思わずレイラはマリアディーネの袖を掴み馬車へと連れて行こうとした。
「今日は帰りましょう。私のお屋敷に戻ったら、温かいお紅茶をお出ししますね」
(亡くなった。なんて聞いてない、埋葬した。なんて知らない)
マリアディーネの、か細い声は雨音に打ち消されレイラには聞こえなかった
「とても美味しいですよ。お父様がお土産でいただ」
「私には教えられなかった!! 」
突然叫ぶマリアディーネに驚いてレイラは歩みを止めた。
「マ マリアディーネ様……」
「どうして? なぜ私にだけ教えてくれないの?? 」
「お召し物が汚れます」
そのまま泣き崩れるマリアディーネを抱きしめるレイラ
「傘は私がお持ちします、レイラ様」
リアがレイラから傘を取ると、レイラはしっかりとマリアディーネを抱き締めた。
「私に優しくしてくれたのは、メアリーだけだった。どんなにワガママ言っても、当たり散らしてもメアリーだけは受け止めてくれたわ」
レイラは何も言わず、ただただ優しく抱き締めた。
「一人は嫌。誰も私を分かってくれない。潰されそうで怖い。皆の視線が怖い。メアリーがいないと嫌、最後の挨拶だってしてない……いつもシワクチャな笑顔でしてくれるのに……メアリーが……」
雨音に交じる嗚咽交じりの泣き声。レイラはマリアディーネの背中を擦りながら、リアに耳を貸すように目配せをした。

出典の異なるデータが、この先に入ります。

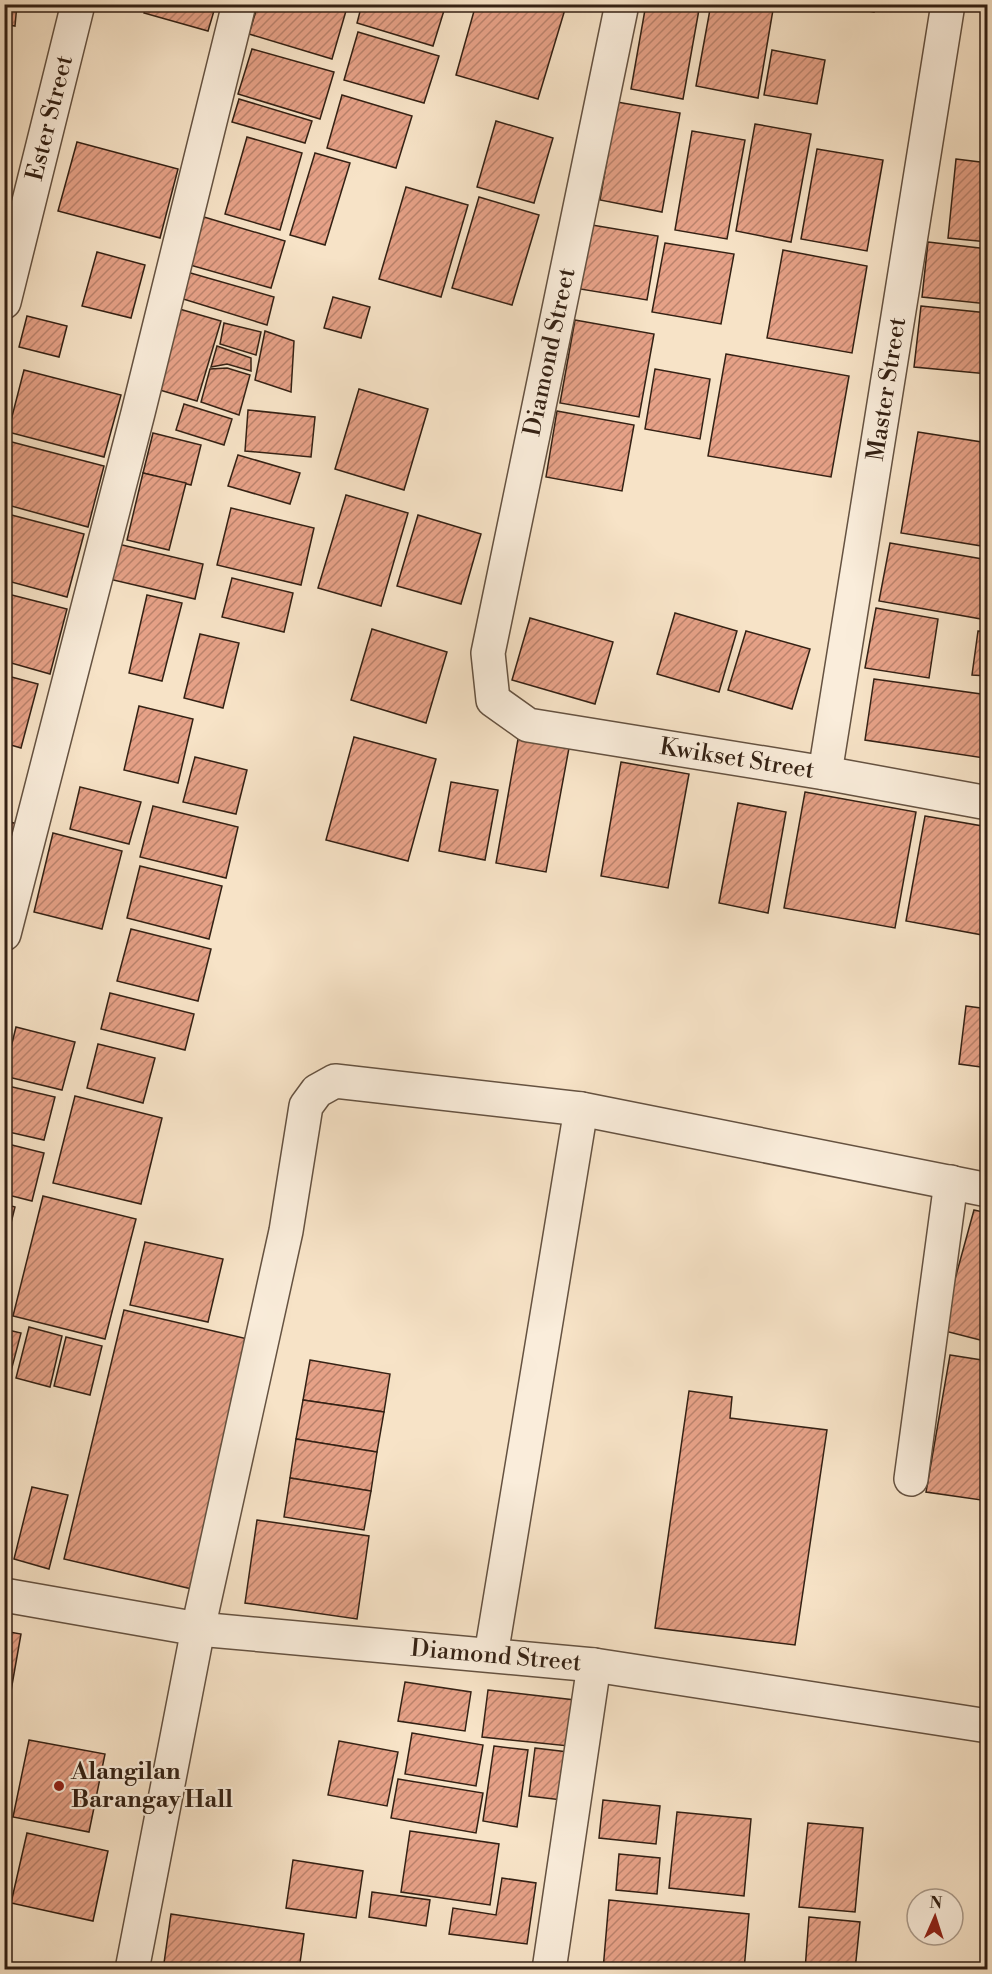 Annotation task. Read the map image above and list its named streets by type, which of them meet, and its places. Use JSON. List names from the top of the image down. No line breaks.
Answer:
{"streets":{"street":["Ester Street","Diamond Street","Master Street","Kwikset Street"]},"crossings":[["Diamond Street","Kwikset Street"],["Master Street","Kwikset Street"]],"places":["Alangilan Barangay Hall"],"north":"top"}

(リア。病院に言って伝えてほしい事があるのだけれど)
小声で囁くレイラの話を聞くとリアは病院へと向かって行った。
少ししてリアが戻って来るとレイラを見て頷いていた
「マリアディーネ様。メアリーさんがいたお部屋に向かって下さい」
少し落ち着いたのかマリアディーネの目には光が戻っていた。
「最後にメアリーさんが、見た景色や想いを感じ取って下さい」
「メアリーが観た景色……想い……」
「病院の許可は取ってますから。マリアディーネ様に見てほしいのです」
ゆっくりとマリアディーネは立ち上がる。
「傘とこちらのハンカチをお使い下さい。私とリアは帰りますね」
渡された傘とハンカチをマリアディーネは黙って受けると病院へと歩いていった。
※※※※※※※※※※※※※
「レイラ様もお風邪を召しますよ」
「髪を拭く気力がないわ」
屋敷の部屋へと戻ってきたレイラは、すぐさまベッドへと横になった。
リアはベッドの縁に腰掛けると、片手にハンカチを握り締めながら膝をポンポンと叩いた
「リアが拭いて差し上げます。こちらのハンカチで」
「課題の刺繍入りハンカチじゃない」
「そうですよ。髪を拭いた後ですが、綺麗に洗ってレイラ様に差し上げます」
「ちょっと、刺繍に『貴女のリア』って、書いてあるんだけど」
「本当の事ですから。落としたりしないで下さいよ」
「人に観られたくないから、一生失くせないわね」
リアは嬉しそうに微笑むと、腕枕をするようにレイラを優しく包み込み自分の膝へと誘った。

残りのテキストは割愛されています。